On three irregular pieces of the same relatively good paper which obviously belonged together, there were certain reflections inspired by his experience of Kalter. The first read: “
It is in the nature of Germans to change every so often; to appear to change. At the end of a war—or it may be, as in the case of our Kalter, before the end—suddenly they grow tired of war, they love culture, they feel sorry for those whom they have made miserable. It is all sincere; that is what makes it so dangerous for us. We have been taught to care more for sincerity than it is worth
.

“In time of peace they are so likeable. Their emotions are so warm and their minds so cultivated; they are so comfortable in friendship, they take such pleasure in doing little kindnesses; and they are so absolutely convinced of every kind of idealism: there is great charm in knowing them
.

“Even in wartime; even Kalter was likeable sometimes. I know, dear, you never felt it, because he made things too hard for you personally; and your instinct about it was right, as it has been again and again, all our lives
.

“But I felt it; I had my moments of liking him, now and then, in the month of May. My prejudiced unreasonable wife, yes, you did warn me. But no, no, I was the good-natured and reasonable and judicious one, I would not listen. I forgave him, especially one midnight. I was sorry for him, especially that last afternoon. Therefore now here I sit in an evil old prison writing you a long, illegible, impotent letter. That is my story. I think there are millions of men as foolish as I, in every nation; and I want them to know what I know now
.

“It is something for us to beware of: the good moods of Germans, their suddenly reforming and seeking to please, the natural changes of their hearts. That is the moral of my story
.

“In fact the likeable and virtuous ones are far worse than the others as it works out, because they mislead us. They bait the trap for the others.”

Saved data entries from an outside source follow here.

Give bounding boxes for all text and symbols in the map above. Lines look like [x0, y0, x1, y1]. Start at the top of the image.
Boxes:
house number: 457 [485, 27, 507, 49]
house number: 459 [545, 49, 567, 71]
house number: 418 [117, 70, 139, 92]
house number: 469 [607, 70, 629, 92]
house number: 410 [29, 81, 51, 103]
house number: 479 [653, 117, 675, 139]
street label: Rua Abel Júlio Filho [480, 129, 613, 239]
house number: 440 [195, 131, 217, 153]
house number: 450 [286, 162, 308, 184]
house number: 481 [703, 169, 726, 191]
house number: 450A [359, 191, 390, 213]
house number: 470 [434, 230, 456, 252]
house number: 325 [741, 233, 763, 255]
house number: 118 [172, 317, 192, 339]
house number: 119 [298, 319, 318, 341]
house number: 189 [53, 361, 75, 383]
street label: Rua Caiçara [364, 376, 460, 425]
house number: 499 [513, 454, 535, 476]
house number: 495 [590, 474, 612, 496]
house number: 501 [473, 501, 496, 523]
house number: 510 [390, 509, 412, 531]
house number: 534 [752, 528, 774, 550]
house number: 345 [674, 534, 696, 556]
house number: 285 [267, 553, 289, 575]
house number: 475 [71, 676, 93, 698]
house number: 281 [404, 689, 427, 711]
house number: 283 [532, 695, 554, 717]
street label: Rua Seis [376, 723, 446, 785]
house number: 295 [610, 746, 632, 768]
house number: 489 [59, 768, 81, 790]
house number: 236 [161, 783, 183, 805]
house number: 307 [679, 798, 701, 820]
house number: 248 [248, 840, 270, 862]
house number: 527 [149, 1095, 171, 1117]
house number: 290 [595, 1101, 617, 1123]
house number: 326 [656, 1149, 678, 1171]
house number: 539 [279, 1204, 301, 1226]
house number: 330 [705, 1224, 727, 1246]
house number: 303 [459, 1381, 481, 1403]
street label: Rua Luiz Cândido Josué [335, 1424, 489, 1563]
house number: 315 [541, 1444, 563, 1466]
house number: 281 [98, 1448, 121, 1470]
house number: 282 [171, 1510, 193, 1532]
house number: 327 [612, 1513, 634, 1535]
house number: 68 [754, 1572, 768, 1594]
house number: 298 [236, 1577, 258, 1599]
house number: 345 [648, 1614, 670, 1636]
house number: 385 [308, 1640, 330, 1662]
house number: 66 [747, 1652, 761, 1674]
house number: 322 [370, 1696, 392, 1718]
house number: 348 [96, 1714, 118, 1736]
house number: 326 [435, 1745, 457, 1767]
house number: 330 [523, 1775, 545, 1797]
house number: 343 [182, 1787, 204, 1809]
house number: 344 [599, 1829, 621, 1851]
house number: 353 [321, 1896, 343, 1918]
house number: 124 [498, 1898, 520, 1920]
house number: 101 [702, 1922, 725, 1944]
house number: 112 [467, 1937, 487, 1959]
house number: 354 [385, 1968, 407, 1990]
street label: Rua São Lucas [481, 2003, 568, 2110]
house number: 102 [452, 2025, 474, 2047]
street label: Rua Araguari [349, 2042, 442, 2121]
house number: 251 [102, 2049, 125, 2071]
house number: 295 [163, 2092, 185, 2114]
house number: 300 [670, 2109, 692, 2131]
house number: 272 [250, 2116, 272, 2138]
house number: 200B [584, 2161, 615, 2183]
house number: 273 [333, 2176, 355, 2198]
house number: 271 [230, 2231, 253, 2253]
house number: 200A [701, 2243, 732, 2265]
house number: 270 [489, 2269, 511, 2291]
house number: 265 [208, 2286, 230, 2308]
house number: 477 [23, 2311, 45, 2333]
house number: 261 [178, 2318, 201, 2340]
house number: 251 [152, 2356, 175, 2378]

“Von Roesch, von Roesch, von Roesch,” Mrs. Helianos whispered to herself, letting this piece of paper slip out of her fingers on to the floor. Likeable von Roesch saving her from arrest and promising her strict German justice, misleading her into his little trap; Demos Helianos warning her of it after she was in it; changeable von Roesch coming back to spring it in about a week. . .It was as if her Helianos knew everything that had happened to her. He did not know, he could not know, he had written it in his prison. She was not really afraid of the trap, she was not afraid of anything now, except Helianos' absence; she was lonely. So there she sat a while in a stupor of loneliness that was like laziness: the wife of Helianos, with his letter strewn around her on the floor, as if she were a most commonplace poor housewife with an overturned waste-basket that she was too lazy to pick up.

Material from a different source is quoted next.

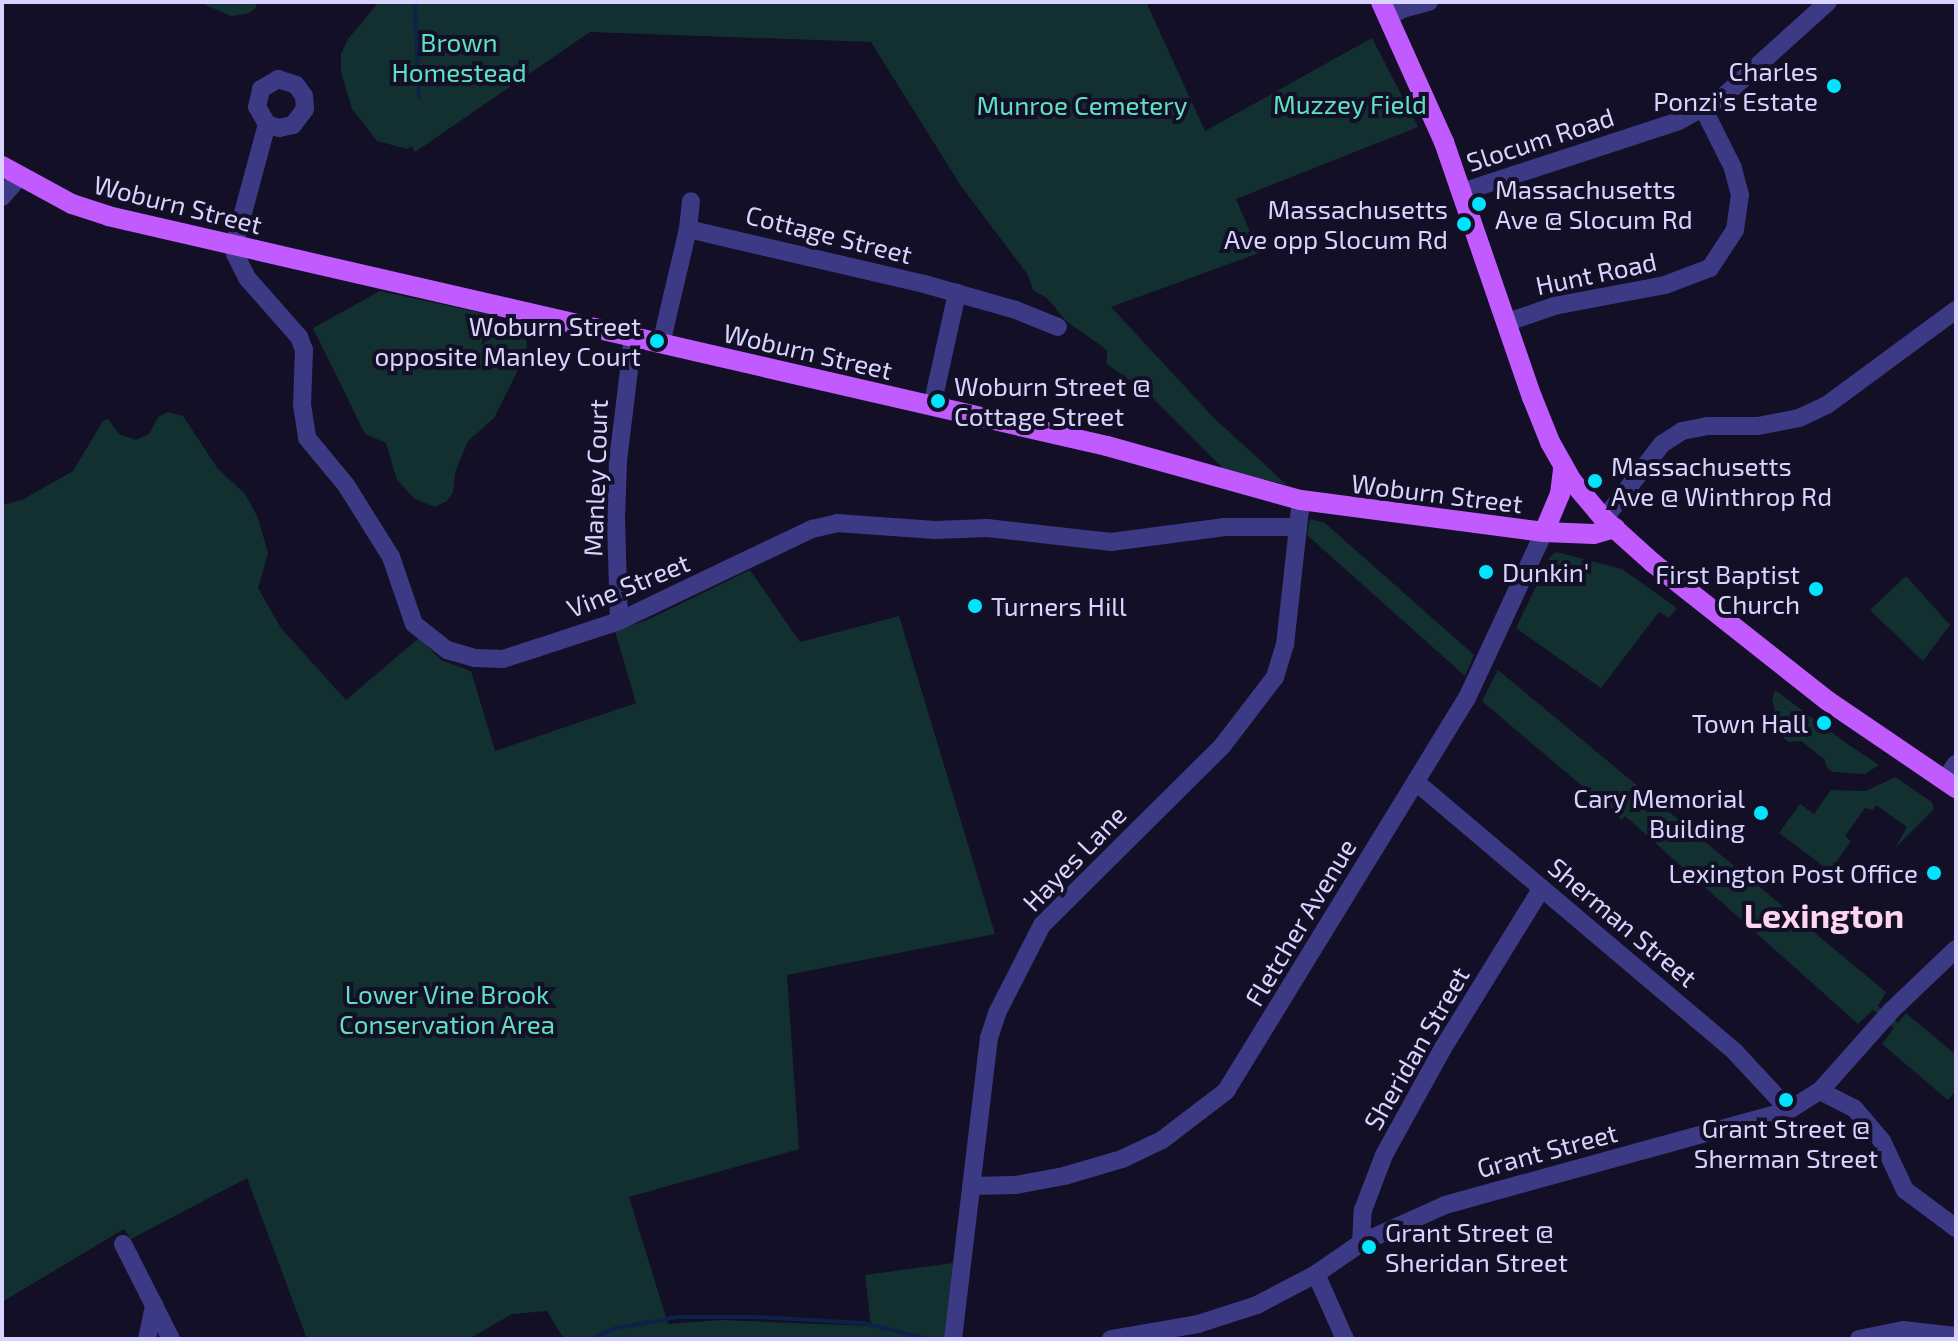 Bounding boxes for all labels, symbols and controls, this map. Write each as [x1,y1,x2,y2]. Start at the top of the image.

After a while, on another small crumpled piece—it was the torn flap of a small envelope—she deciphered this:
“Naturally there will be forgiveness after the war, it is the natural thing. People will like them again: at least the Anglo-Saxons will, it is their predilection somehow. But I tell you, liking or not liking doesn't matter, doesn't matter! The important thing is never to trust them. With a mature mind one can like people, or even love them, without a blind confidence in them; cannot one?